**RECORDS FOR THE TASK:**
---
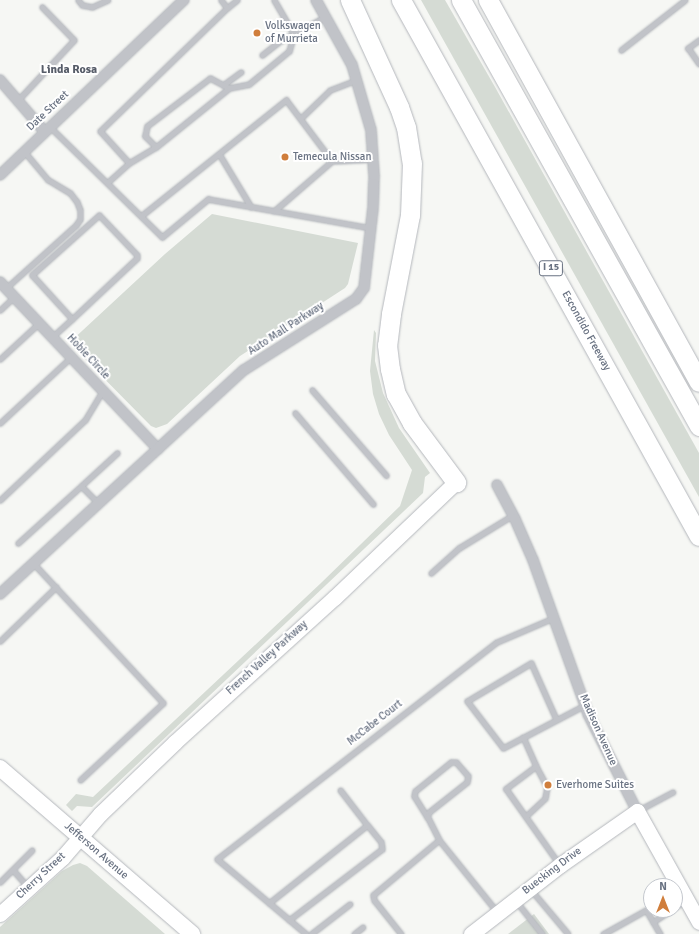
<!DOCTYPE html>
<style>
body{margin:0}
#map{position:relative;width:699px;height:934px;overflow:hidden;background:#f6f7f4;font-family:Signika,sans-serif}
div>[style]{position:absolute}
[style*='--x']{left:calc(var(--x)*1px);top:calc(var(--y)*1px);width:calc(var(--w)*1px);rotate:calc(var(--a)*1deg)}
.green>*{inset:0;background:#d5dbd4}
.roads{filter:drop-shadow(0 0 1px #b4b7bc) drop-shadow(0 0 1px #b4b7bc)}
.lane>*{height:5px;margin:-2.5px;padding:0 2.5px;transform-origin:2.5px;border-radius:2.5px;background:#c1c3c8}
.street>*{height:10px;margin:-5px;padding:0 5px;transform-origin:5px;border-radius:5px;background:#c1c3c8}
.secondary>*{height:15px;margin:-7.5px;padding:0 7.5px;transform-origin:7.5px;border-radius:7.5px;background:#fff}
.primary>*{height:16px;margin:-8px;padding:0 8px;transform-origin:8px;border-radius:8px;background:#fff}
.highway>*{height:19px;margin:-9.5px;padding:0 9.5px;transform-origin:9.5px;border-radius:9.5px;background:#fff}
.dots>*{width:11px;height:11px;translate:-50% -50%;box-sizing:border-box;border:2px solid #fff;border-radius:50%}
span{translate:-50% -50%;white-space:nowrap;text-align:center;line-height:1.15;-webkit-text-stroke:4px #fff;paint-order:stroke}
.shield-label span{padding:1px 3px;background:#fff;border:1px solid;border-radius:3px;-webkit-text-stroke-width:0}
.shield-label{font-size:10px;color:#697282;font-weight:700}
.poi-label{font-size:11px;color:#697282}
.left{translate:0 -50%;text-align:left}
.street-label{font-size:11px;color:#697282}
.neighbourhood-label{font-size:12px;color:#565c68;font-weight:700}
.north{position:absolute;left:643px;top:878px;width:40px;height:40px;box-sizing:border-box;background:#fff;border:1px solid #c3c7cd;border-radius:50%;rotate:0deg;font-size:11px;font-weight:700;line-height:16px;text-align:center;color:#697282}
.north::after{content:'';display:block;margin:auto;width:14px;height:18px;background:#d07e3c;clip-path:polygon(50% 0,100% 100%,50% 72%,0 100%)}
</style>
<div id="map">
<div class="green">
<div style="clip-path:polygon(421px 0,445px 0,495px 87px,699px 453px,699px 497px)"></div>
<div style="clip-path:polygon(212px 214px,358px 243px,348px 284px,345px 288px,240px 356px,167px 424px,156px 428px,151px 426px,69px 343px,165px 254px)"></div>
<div style="clip-path:polygon(374px 330px,376px 333px,375px 361px,383px 393px,399px 428px,430px 473px,425px 477px,423px 493px,92px 807px,77px 806px,72px 811px,66px 805px,76px 794px,93px 797px,321px 583px,400px 506px,412px 470px,389px 435px,379px 414px,373px 394px,370px 371px)"></div>
<div style="clip-path:polygon(80px 863px,87px 866px,165px 934px,0 934px,0 927px,62px 871px,73px 865px)"></div>
<div style="clip-path:polygon(534px 914px,549px 934px,508px 934px)"></div>
</div>
<div class="roads">
<div class="lane">
<div style="--x:78;--y:0;--w:6;--a:51"></div>
<div style="--x:82;--y:5;--w:10;--a:11"></div>
<div style="--x:92;--y:7;--w:17;--a:-24"></div>
<div style="--x:221;--y:0;--w:10;--a:53"></div>
<div style="--x:227;--y:8;--w:13;--a:-39"></div>
<div style="--x:274;--y:0;--w:39;--a:60"></div>
<div style="--x:294;--y:34;--w:35;--a:-29"></div>
<div style="--x:699;--y:40;--w:14;--a:144"></div>
<div style="--x:688;--y:48;--w:19;--a:55"></div>
<div style="--x:621;--y:50;--w:81;--a:-38"></div>
<div style="--x:262;--y:55;--w:23;--a:-38"></div>
<div style="--x:280;--y:41;--w:16;--a:-27"></div>
<div style="--x:223;--y:85;--w:22;--a:-36"></div>
<div style="--x:18;--y:100;--w:82;--a:-47"></div>
<div style="--x:74;--y:40;--w:46;--a:-134.1"></div>
<div style="--x:301;--y:118;--w:40;--a:-44"></div>
<div style="--x:330;--y:90;--w:28;--a:-21"></div>
<div style="--x:50;--y:127;--w:157;--a:44.5"></div>
<div style="--x:162;--y:237;--w:60;--a:-39.6"></div>
<div style="--x:208;--y:199;--w:166;--a:10.1"></div>
<div style="--x:156;--y:147;--w:16;--a:-135"></div>
<div style="--x:145;--y:136;--w:10;--a:-79"></div>
<div style="--x:147;--y:126;--w:79;--a:-37.3"></div>
<div style="--x:210;--y:78;--w:21;--a:28"></div>
<div style="--x:219;--y:154;--w:62;--a:58.9"></div>
<div style="--x:129;--y:163;--w:43;--a:-132.2"></div>
<div style="--x:100;--y:131;--w:177;--a:-44.1"></div>
<div style="--x:108;--y:182;--w:28;--a:-42"></div>
<div style="--x:129;--y:163;--w:31;--a:-31"></div>
<div style="--x:156;--y:147;--w:94;--a:-38.9"></div>
<div style="--x:229;--y:88;--w:20;--a:-11"></div>
<div style="--x:249;--y:84;--w:52;--a:-39.5"></div>
<div style="--x:289;--y:51;--w:18;--a:-74"></div>
<div style="--x:274;--y:211;--w:77;--a:-40.8"></div>
<div style="--x:141;--y:216;--w:186;--a:-38.7"></div>
<div style="--x:286;--y:100;--w:76;--a:53"></div>
<div style="--x:332;--y:161;--w:41;--a:-2.8"></div>
<div style="--x:6;--y:288;--w:94;--a:-42"></div>
<div style="--x:76;--y:225;--w:7;--a:-56"></div>
<div style="--x:80;--y:219;--w:9;--a:-90"></div>
<div style="--x:80;--y:210;--w:9;--a:-111"></div>
<div style="--x:77;--y:202;--w:11;--a:-128"></div>
<div style="--x:70;--y:193;--w:26;--a:-149"></div>
<div style="--x:48;--y:180;--w:38;--a:-130"></div>
<div style="--x:0;--y:310;--w:19;--a:-43"></div>
<div style="--x:52;--y:337;--w:27;--a:-42"></div>
<div style="--x:72;--y:319;--w:89;--a:-43.2"></div>
<div style="--x:137;--y:258;--w:3;--a:-90"></div>
<div style="--x:137;--y:255;--w:55;--a:-133.5"></div>
<div style="--x:99;--y:215;--w:90;--a:138.2"></div>
<div style="--x:32;--y:275;--w:59;--a:47.7"></div>
<div style="--x:0;--y:359;--w:53;--a:-42.7"></div>
<div style="--x:312;--y:390;--w:113;--a:49"></div>
<div style="--x:295;--y:413;--w:120;--a:49.4"></div>
<div style="--x:0;--y:423;--w:97;--a:-42.9"></div>
<div style="--x:0;--y:500;--w:117;--a:-43.3"></div>
<div style="--x:85;--y:420;--w:35;--a:-59"></div>
<div style="--x:99;--y:504;--w:25;--a:-135"></div>
<div style="--x:81;--y:486;--w:49;--a:-42.5"></div>
<div style="--x:18;--y:543;--w:85;--a:-42.1"></div>
<div style="--x:33;--y:563;--w:191;--a:47.1"></div>
<div style="--x:163;--y:703;--w:113;--a:137.1"></div>
<div style="--x:431;--y:573;--w:38;--a:-42"></div>
<div style="--x:459;--y:548;--w:63;--a:-31.4"></div>
<div style="--x:0;--y:641;--w:78;--a:-44"></div>
<div style="--x:556;--y:719;--w:61;--a:-114.1"></div>
<div style="--x:531;--y:663;--w:74;--a:149.3"></div>
<div style="--x:467;--y:701;--w:59;--a:52.5"></div>
<div style="--x:503;--y:748;--w:93;--a:-27.7"></div>
<div style="--x:523;--y:737;--w:32;--a:66"></div>
<div style="--x:536;--y:766;--w:38;--a:143"></div>
<div style="--x:506;--y:789;--w:92;--a:54.8"></div>
<div style="--x:639;--y:810;--w:38;--a:-28"></div>
<div style="--x:526;--y:816;--w:26;--a:-43"></div>
<div style="--x:545;--y:798;--w:11;--a:-80"></div>
<div style="--x:547;--y:787;--w:24;--a:-118"></div>
<div style="--x:427;--y:817;--w:5;--a:-68"></div>
<div style="--x:429;--y:812;--w:48;--a:-38.3"></div>
<div style="--x:467;--y:782;--w:6;--a:-81"></div>
<div style="--x:468;--y:776;--w:18;--a:-131"></div>
<div style="--x:456;--y:762;--w:5;--a:180"></div>
<div style="--x:451;--y:762;--w:46;--a:141.1"></div>
<div style="--x:415;--y:791;--w:5;--a:101"></div>
<div style="--x:414;--y:796;--w:25;--a:58"></div>
<div style="--x:427;--y:817;--w:1;--a:45"></div>
<div style="--x:428;--y:818;--w:25;--a:63"></div>
<div style="--x:439;--y:840;--w:92;--a:51.1"></div>
<div style="--x:13;--y:870;--w:23;--a:49"></div>
<div style="--x:0;--y:882;--w:45;--a:-45"></div>
<div style="--x:531;--y:890;--w:57;--a:49.9"></div>
<div style="--x:515;--y:900;--w:43;--a:51.5"></div>
<div style="--x:269;--y:903;--w:125;--a:-38.5"></div>
<div style="--x:367;--y:825;--w:44;--a:-127.6"></div>
<div style="--x:675;--y:907;--w:13;--a:-32"></div>
<div style="--x:289;--y:920;--w:117;--a:-37.4"></div>
<div style="--x:382;--y:849;--w:7;--a:-98"></div>
<div style="--x:381;--y:842;--w:22;--a:-129"></div>
<div style="--x:653;--y:922;--w:14;--a:60"></div>
<div style="--x:306;--y:934;--w:116;--a:-139.9"></div>
<div style="--x:217;--y:859;--w:354;--a:-37.8"></div>
<div style="--x:497;--y:642;--w:61;--a:-23.2"></div>
<div style="--x:311;--y:934;--w:49;--a:-37.6"></div>
<div style="--x:354;--y:934;--w:11;--a:-38"></div>
<div style="--x:401;--y:934;--w:43;--a:-128.5"></div>
<div style="--x:374;--y:900;--w:5;--a:-101"></div>
<div style="--x:373;--y:895;--w:86;--a:-39.8"></div>
<div style="--x:603;--y:934;--w:49;--a:-29.2"></div>
<div style="--x:646;--y:910;--w:14;--a:60"></div>
<div style="--x:653;--y:922;--w:22;--a:-34"></div>
</div>
<div class="street">
<div style="--x:0;--y:80;--w:67;--a:49.2"></div>
<div style="--x:0;--y:175;--w:254;--a:-43.6"></div>
<div style="--x:0;--y:282;--w:230;--a:46.6"></div>
<div style="--x:497;--y:485;--w:38;--a:62"></div>
<div style="--x:515;--y:519;--w:45;--a:66.3"></div>
<div style="--x:533;--y:560;--w:164;--a:70.3"></div>
<div style="--x:588;--y:714;--w:109;--a:63.2"></div>
<div style="--x:0;--y:594;--w:331;--a:-42.6"></div>
<div style="--x:244;--y:370;--w:133;--a:-32.4"></div>
<div style="--x:356;--y:299;--w:14;--a:-54"></div>
<div style="--x:364;--y:288;--w:81;--a:-83.6"></div>
<div style="--x:373;--y:208;--w:33;--a:-88"></div>
<div style="--x:374;--y:175;--w:45;--a:-93.8"></div>
<div style="--x:371;--y:130;--w:68;--a:-106.3"></div>
<div style="--x:352;--y:65;--w:74;--a:-119"></div>
</div>
<div class="secondary">
<div style="--x:0;--y:914;--w:84;--a:-42.1"></div>
<div style="--x:62;--y:858;--w:58;--a:-49.2"></div>
<div style="--x:100;--y:814;--w:104;--a:-43.8"></div>
<div style="--x:175;--y:742;--w:215;--a:-42.2"></div>
<div style="--x:334;--y:598;--w:168;--a:-43.6"></div>
<div style="--x:471;--y:934;--w:113;--a:-37.8"></div>
<div style="--x:560;--y:865;--w:94;--a:-35"></div>
<div style="--x:637;--y:811;--w:127;--a:60.8"></div>
</div>
<div class="primary">
<div style="--x:0;--y:768;--w:254;--a:40.8"></div>
</div>
<div class="highway">
<div style="--x:350;--y:0;--w:118;--a:65.4"></div>
<div style="--x:399;--y:107;--w:21;--a:71"></div>
<div style="--x:406;--y:127;--w:36;--a:81"></div>
<div style="--x:412;--y:163;--w:52;--a:92.2"></div>
<div style="--x:410;--y:215;--w:101;--a:100.9"></div>
<div style="--x:391;--y:314;--w:31;--a:97"></div>
<div style="--x:387;--y:345;--w:24;--a:83"></div>
<div style="--x:390;--y:369;--w:26;--a:77"></div>
<div style="--x:396;--y:394;--w:33;--a:61"></div>
<div style="--x:412;--y:423;--w:74;--a:53.3"></div>
<div style="--x:401;--y:0;--w:613;--a:60.93"></div>
<div style="--x:461;--y:0;--w:488;--a:60.8"></div>
<div style="--x:488;--y:0;--w:436;--a:61.1"></div>
</div>
</div>
<div class="dots">
<div style="left:257px;top:33px;background:#d07e3c"></div>
<div style="left:285px;top:157px;background:#d07e3c"></div>
<div style="left:548px;top:785px;background:#d07e3c"></div>
</div>
<div class="shield-label">
<span style="left:551px;top:268px">I 15</span>
</div>
<div class="poi-label">
<span class="left" style="left:265px;top:33px">Volkswagen<br>of Murrieta</span>
<span class="left" style="left:293px;top:157px">Temecula Nissan</span>
<span class="left" style="left:556px;top:785px">Everhome Suites</span>
</div>
<div class="street-label">
<span style="left:48px;top:111px;rotate:-43deg">Date Street</span>
<span style="left:286px;top:329px;rotate:-33deg">Auto Mall Parkway</span>
<span style="left:586px;top:331px;rotate:61deg">Escondido Freeway</span>
<span style="left:88px;top:357px;rotate:47deg">Hobie Circle</span>
<span style="left:267px;top:658px;rotate:-42deg">French Valley Parkway</span>
<span style="left:375px;top:723px;rotate:-38deg">McCabe Court</span>
<span style="left:598px;top:730px;rotate:66deg">Madison Avenue</span>
<span style="left:96px;top:851px;rotate:41deg">Jefferson Avenue</span>
<span style="left:552px;top:871px;rotate:-37deg">Buecking Drive</span>
<span style="left:41px;top:876px;rotate:-43deg">Cherry Street</span>
</div>
<div class="neighbourhood-label">
<span style="left:69px;top:70px">Linda Rosa</span>
</div>
<div class="north">N</div>
</div>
---
**ACTIVITY:** In how many lines of the data does the string "width" appear? Give only the number.

**RESULT FOR THIS EXERCISE:** 6